Savoir compter n’est pas
seulement utile pour gérer son budget ou réussir à l’école, c’est une chance
pour mieux décrypter le monde. Les maths et les sciences doivent-elles servir à
sélectionner ou à rendre intelligible ce monde toujours plus complexe ?
Loin de vouloir prescrire des recettes, une
nouvelle maïeutique allant jusqu’à questionner les fondements de l’éducation
pourrait-elle non seulement permettre à plus de jeunes de créer et d’accéder
aux connaissances mais aussi permettre de mener une réflexion collective où
jeunes et adultes pourraient ensemble imaginer de nouvelles visions de
l’éducation ? (…)
Quels pourraient être les facteurs d’espoir ?
Le meilleur signe d’espoir me
semble être la généralisation de la
prise de conscience qu’il faut que les choses évoluent. Quand on voit les
résultats des divers rapports récents sur le malaise des enseignants, les
baisses des candidats aux concours et sur leur faible salaire par rapport aux
autres pays européens, on se dit qu’il était temps de regarder en face ces
réalités et de mettre en œuvre des mesures pertinentes, non seulement du point
de vue salarial mais aussi du point de vue de la formation et l’organisation.
Le recrutement prévu de nombreux jeunes motivés par ces métiers et le travail
de nombreux pionniers sur le terrain peuvent permettre d’espérer des
changements car ils se produisent dans un contexte général où de nombreux
facteurs de changement se produisent simultanément.
D’abord, sans doute, la
globalisation peut jouer ici un rôle intéressant. Elle met en perspective les
systèmes éducatifs en favorisant les comparaisons et la mise en avant de
nouvelles pratiques (http://www.edutopia.org/). On doit, certes, toujours
s’interroger sur la meilleure manière de faire ces comparaisons. Elles ont cependant un grand mérite : nous faire
prendre conscience qu’un autre monde est possible, que d’autres relèvent des
défis qu’on n’a pas encore abordés ou abordés différemment. Au niveau européen,
innovation et créativité font partie désormais des priorités pour l’éducation
des nouvelles générations (Voir : http://www.creativite-innovation2009.fr/).

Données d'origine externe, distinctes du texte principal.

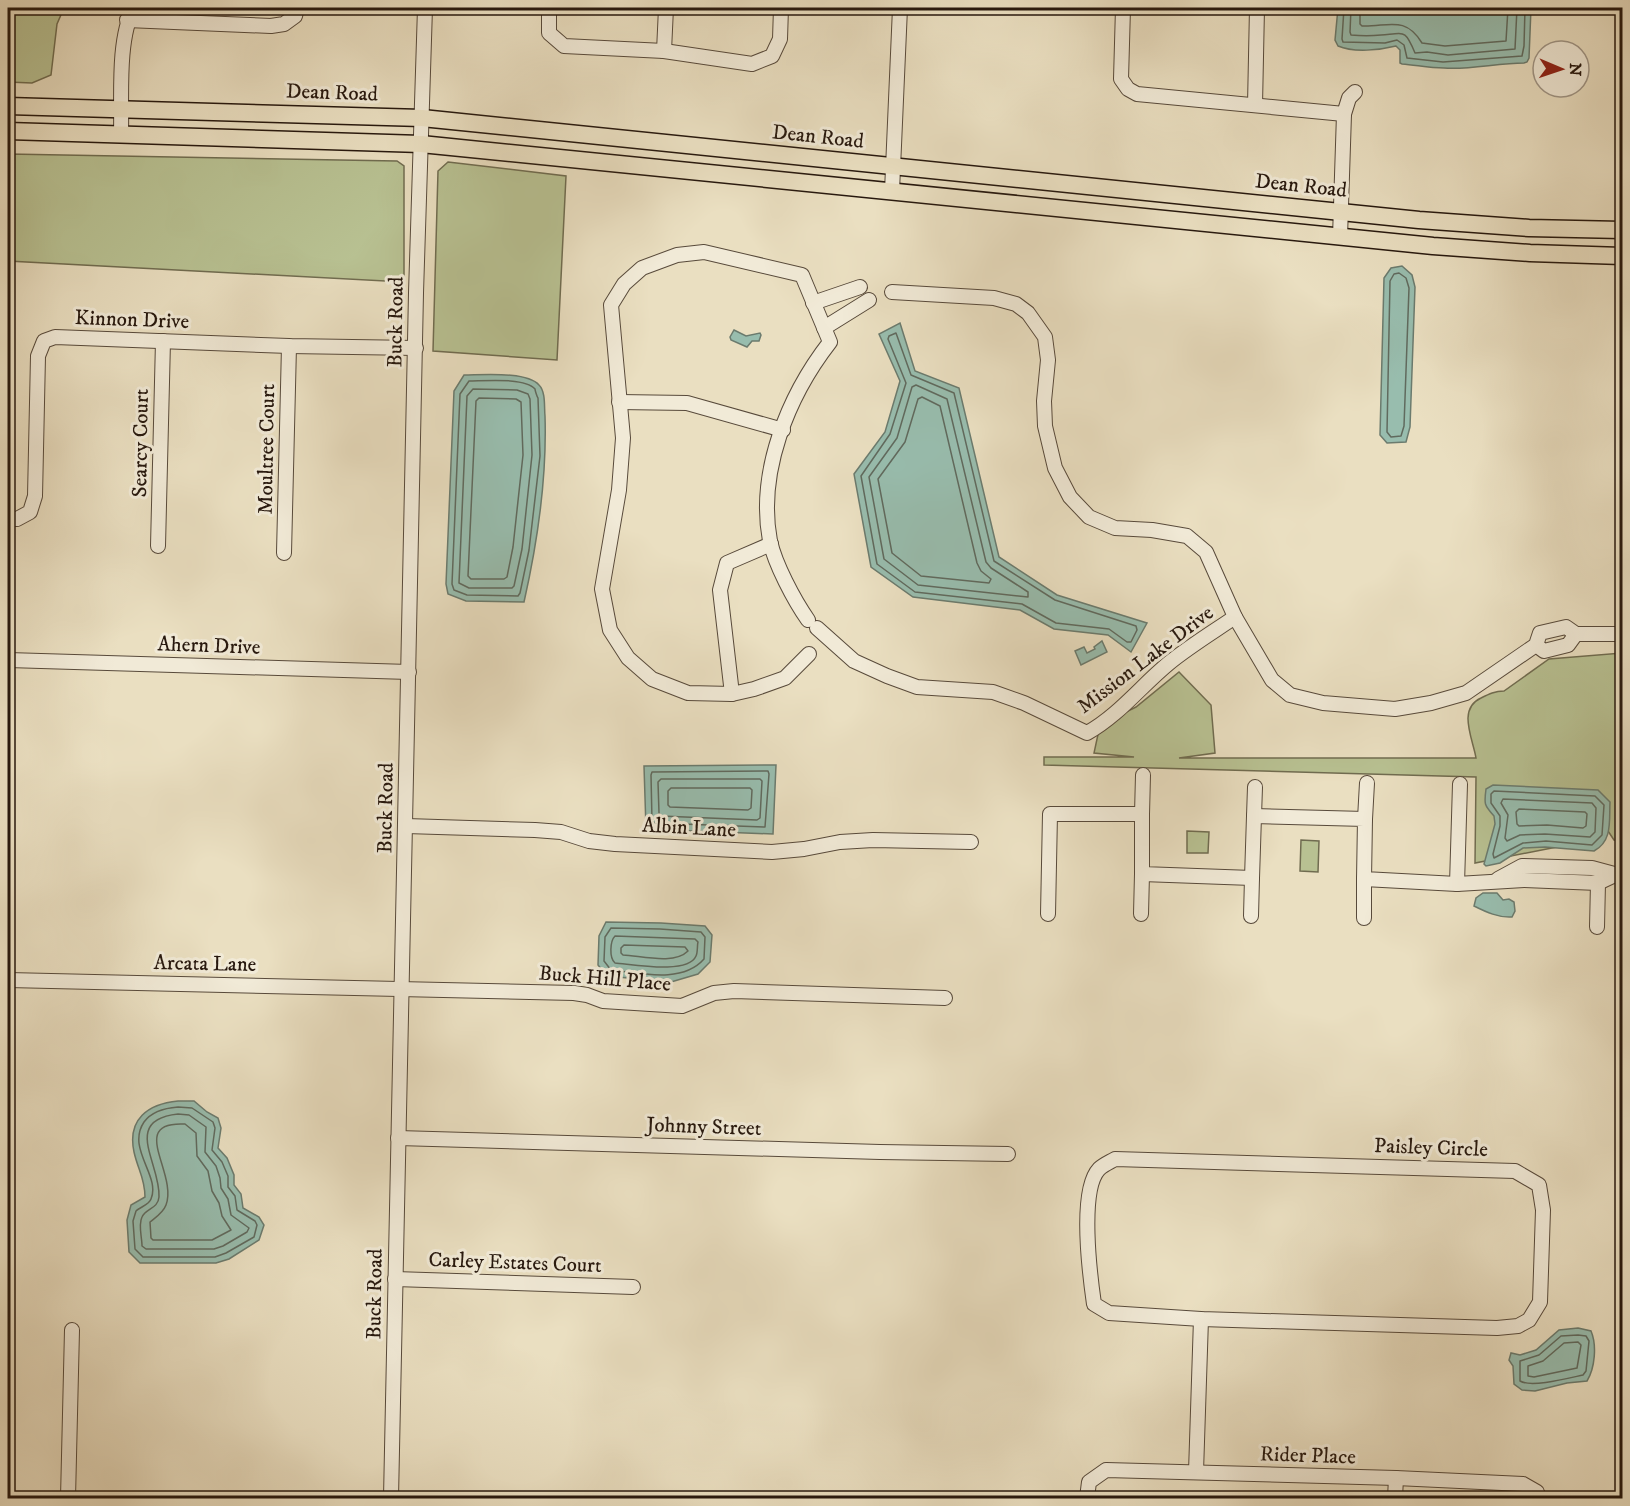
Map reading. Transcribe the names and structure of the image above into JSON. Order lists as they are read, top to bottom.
{
  "streets": {
    "main road": ["Dean Road"],
    "street": [
      "Kinnon Drive",
      "Buck Road",
      "Searcy Court",
      "Moultree Court",
      "Ahern Drive",
      "Mission Lake Drive",
      "Albin Lane",
      "Arcata Lane",
      "Buck Hill Place",
      "Johnny Street",
      "Paisley Circle",
      "Carley Estates Court",
      "Rider Place"
    ]
  },
  "crossings": [
    ["Dean Road", "Buck Road"],
    ["Kinnon Drive", "Buck Road"],
    ["Kinnon Drive", "Searcy Court"],
    ["Kinnon Drive", "Moultree Court"],
    ["Buck Road", "Ahern Drive"],
    ["Buck Road", "Albin Lane"],
    ["Buck Road", "Arcata Lane"],
    ["Buck Road", "Buck Hill Place"],
    ["Buck Road", "Johnny Street"],
    ["Buck Road", "Carley Estates Court"],
    ["Arcata Lane", "Buck Hill Place"]
  ],
  "north": "right"
}
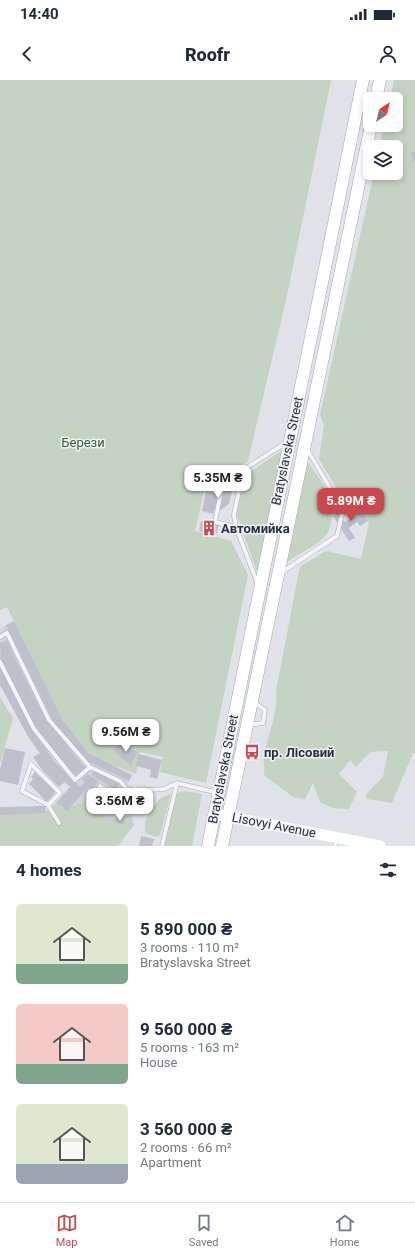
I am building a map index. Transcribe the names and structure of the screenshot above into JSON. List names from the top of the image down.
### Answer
{
  "streets": {
    "main road": ["Bratyslavska Street"],
    "street": ["Lisovyi Avenue"]
  },
  "crossings": [
    ["Bratyslavska Street", "Lisovyi Avenue"]
  ],
  "parks": ["Берези"],
  "places": {
    "building": ["Автомийка"],
    "bus stop": ["пр. Лісовий"]
  },
  "north": "top right",
  "page": {
    "status": "14:40",
    "header": "Roofr",
    "price": [
      "5.35M ₴",
      "5.89M ₴",
      "9.56M ₴",
      "3.56M ₴"
    ],
    "heading": "4 homes",
    "list": [
      {
        "name": "5 890 000 ₴",
        "note": "3 rooms · 110 m² · Bratyslavska Street"
      },
      {
        "name": "9 560 000 ₴",
        "note": "5 rooms · 163 m² · House"
      },
      {
        "name": "3 560 000 ₴",
        "note": "2 rooms · 66 m² · Apartment"
      }
    ],
    "tabs": ["Map", "Saved", "Home"]
  }
}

Même les élites françaises commencent à se dire qu’il faut que le système change.
Elles se rendent compte non seulement que notre système ne brille pas dans les
comparaisons internationales, mais aussi que les pays qui sont les plus
dynamiques à tous points de vue ont su favoriser la créativité à l’école et
ouvrir à toujours plus de jeunes l’accès aux métiers les plus valorisants
intellectuellement. Pour accéder à ces métiers hautement qualifiés qui ne sont
pas aussi facilement délocalisables, où on bénéficie d’une autonomie certaine
tant dans la définition des objectifs que dans celle des moyens, il faut avoir
bénéficié d’une éducation dans laquelle tous ont disposé de degrés de libertés
croissants.
Autres espoirs : l’élévation du niveau d’éducation -
aujourd’hui une fraction équivalente à celle qui passait le bac au début du XXe
siècle passe son doctorat. Dans une école où il ne faut plus être le meilleur
de sa génération en mathématiques — ce qui par définition ne peut toucher que
quelques uns et en frustrer beaucoup d’autres — mais être formé pour devenir un
citoyen actif capable de contribuer à résoudre les problèmes du temps présent,
nul doute que plus de personnalités peuvent s’épanouir et contribuer au progrès
de tous. Cette démocratisation de l’enseignement supérieur permet à toujours
plus d’acteurs de contribuer à la construction des connaissances, à la
résolution de problèmes, à l’élaboration d’autres paradigmes pour faire face
aux défis liés à toutes les crises que nous connaissons. De plus, on sait que
la croissance des échanges horizontaux de savoirs met à mal les fonctionnements
pyramidaux, hiérarchiques, élitistes pour mettre en valeur le dialogue, la
coopération et l’intelligence collective que de nombreux systèmes éducatifs
cherchent à promouvoir car ils font désormais partie des piliers de la réussite
individuelle et collective.
Autres facteurs de changement : le monde du
travail qui pour faire face à la compétition des pays à bas salaire et des
robots doit trouver une sortie par le haut et réclame des collaborateurs aux
compétences variées, capables faire preuve d’initiatives et de travailler avec
des gens aux profils toujours plus divers et pas simplement des diplômés
attestant d’un savoir monodisciplinaire figé.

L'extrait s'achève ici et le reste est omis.